Rep. Paul Ryan (R-WI) on Wednesday argued that President Obama needs to approve the Keystone XL tar sands pipeline because of the crisis in Ukraine.
While one component of the drama in the region is over natural gas supplies tied to Russia, Ukraine is not actually in need of the oil that would be produced by building the Keystone pipeline. According to the Energy Information Administration, “Only a relatively small portion of the country’s total consumption is accounted for by petroleum and other liquid fuels.” And, since the Keystone XL pipeline would take years to build, there’s virtually no chance that it would be of use for the escalating Ukrainian crisis even if oil were in play.

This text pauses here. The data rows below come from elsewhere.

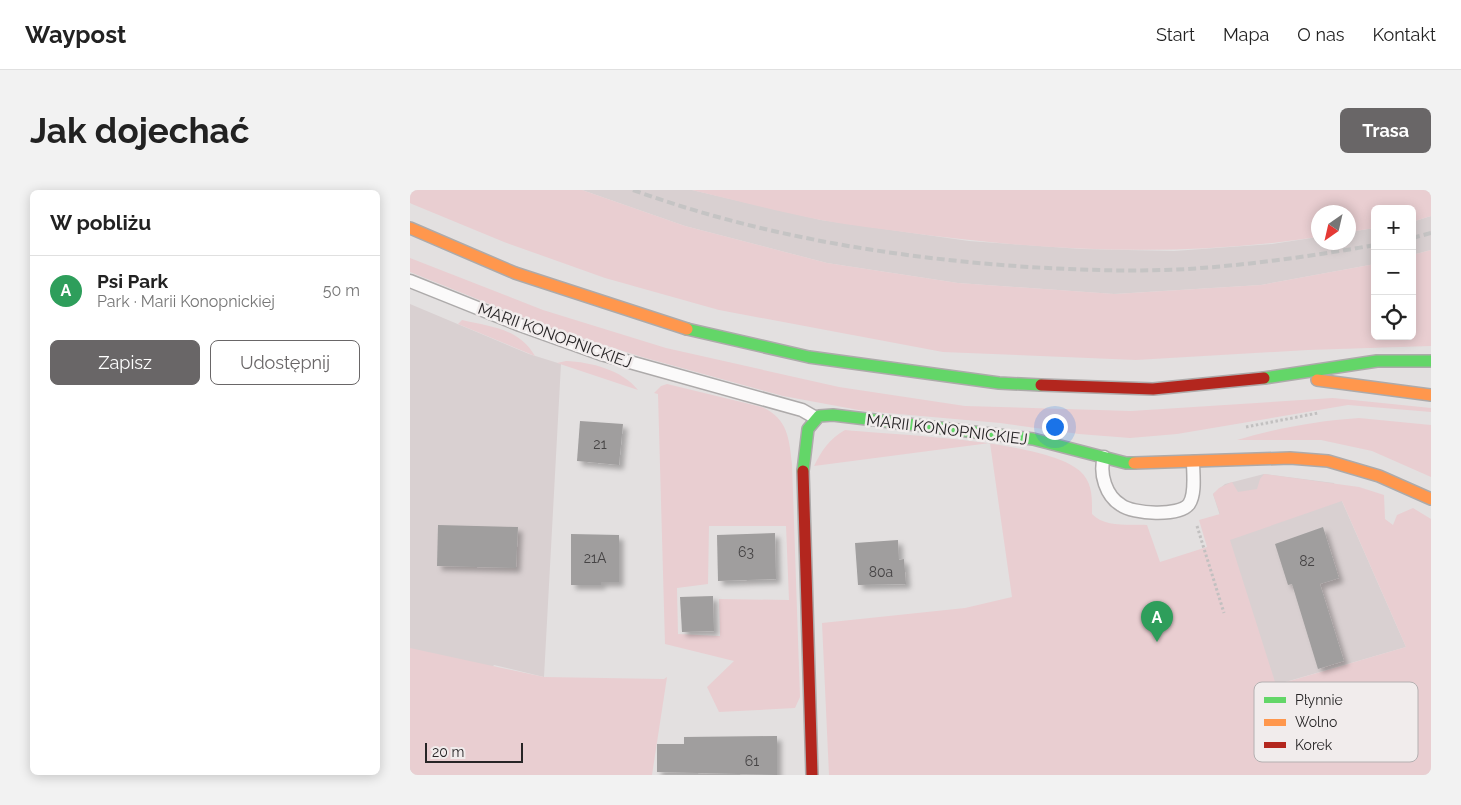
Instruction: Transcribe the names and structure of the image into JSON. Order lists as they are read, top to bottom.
{
  "streets": {
    "main road": ["MARII KONOPNICKIEJ"]
  },
  "house_numbers": [
    "21",
    "63",
    "21A",
    "82",
    "80a",
    "61"
  ],
  "legend": ["Płynnie", "Wolno", "Korek"],
  "scale_bar": "20 m",
  "north": "bottom left",
  "page": {
    "header": "Waypost",
    "nav": [
      "Start",
      "Mapa",
      "O nas",
      "Kontakt"
    ],
    "buttons": [
      "Trasa",
      ["Zapisz", "Udostępnij"]
    ],
    "title": "Jak dojechać",
    "heading": "W pobliżu",
    "map_buttons": ["+", "−"],
    "list": [
      {
        "mark": "A",
        "name": "Psi Park",
        "note": "Park · Marii Konopnickiej",
        "value": "50 m"
      }
    ],
    "pins": "A",
    "scale": "20 m"
  }
}
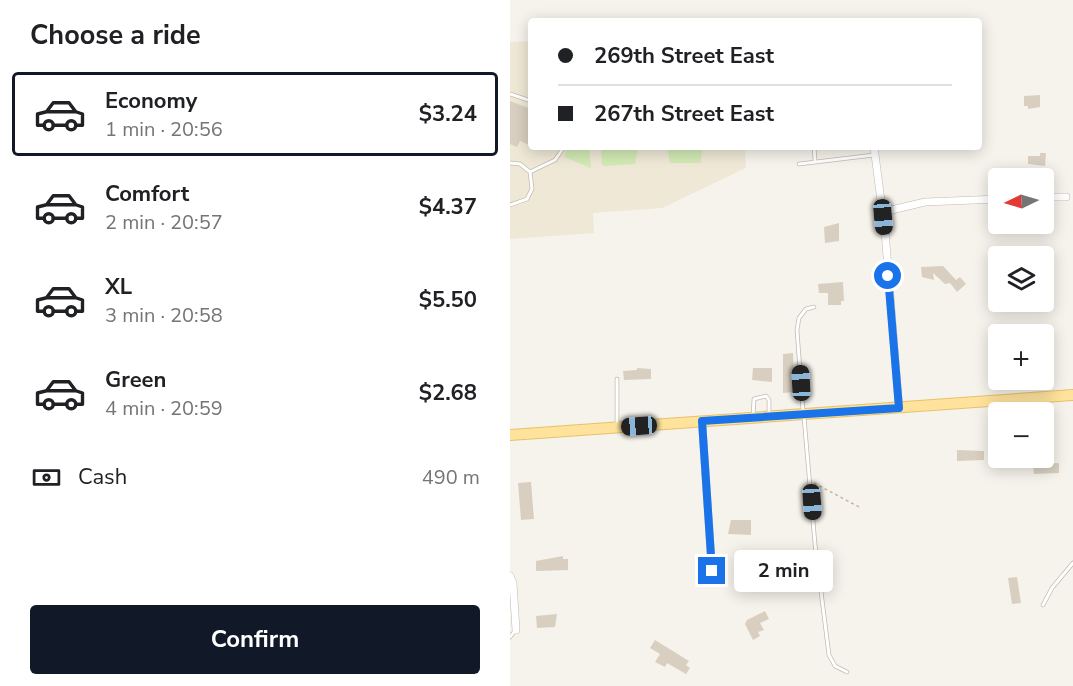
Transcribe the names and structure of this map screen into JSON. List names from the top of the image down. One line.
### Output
{"north":"left","page":{"heading":"Choose a ride","banner":["269th Street East","267th Street East"],"list":[{"name":"Economy","note":"1 min · 20:56","value":"$3.24"},{"name":"Comfort","note":"2 min · 20:57","value":"$4.37"},{"name":"XL","note":"3 min · 20:58","value":"$5.50"},{"name":"Green","note":"4 min · 20:59","value":"$2.68"}],"map_buttons":["+","−"],"pay":["Cash","490 m"],"bubble":"2 min","buttons":"Confirm"}}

But that didn’t stop Ryan from arguing that building the pipeline would send a “signal that America is open for energy business.”
“I think we should move forward on natural gas exports very quickly,” Ryan said when asked what Congress can do to alleviate the crisis. “I think we should approve an LNG [liquefied natural gas] terminal on the East Coast to go to Europe. I think we should approve the Keystone pipeline. I think we should show the U.S. is moving forward on becoming energy independent and supplying energy to Europe–”
CNN host Kate Bolduan responded incredulously. “Moving forward with the Keystone pipeline? That development would take years, though, to actually make that happen.”
“The signal,” Ryan pushed back, “Kate, the signal that America is open for energy business and America will be helping our allies with energy resources so that they can be less dependent on Russian energy resources. The signal is very important.”
Ryan’s argument that building the pipeline would “signal” American energy independence is rendered moot by the fact that the tar sands oil that would travel through the Keystone XL pipeline is actually Canadian, not American. On top of that, because tar sands oil takes so much energy to extract, develop, and refine, the fuel isn’t actually an efficient way of producing energy for Europe. Not only does it leave behind the dirtier-than-coal byproduct petcoke, it is likely that much of it would end up going to countries like China.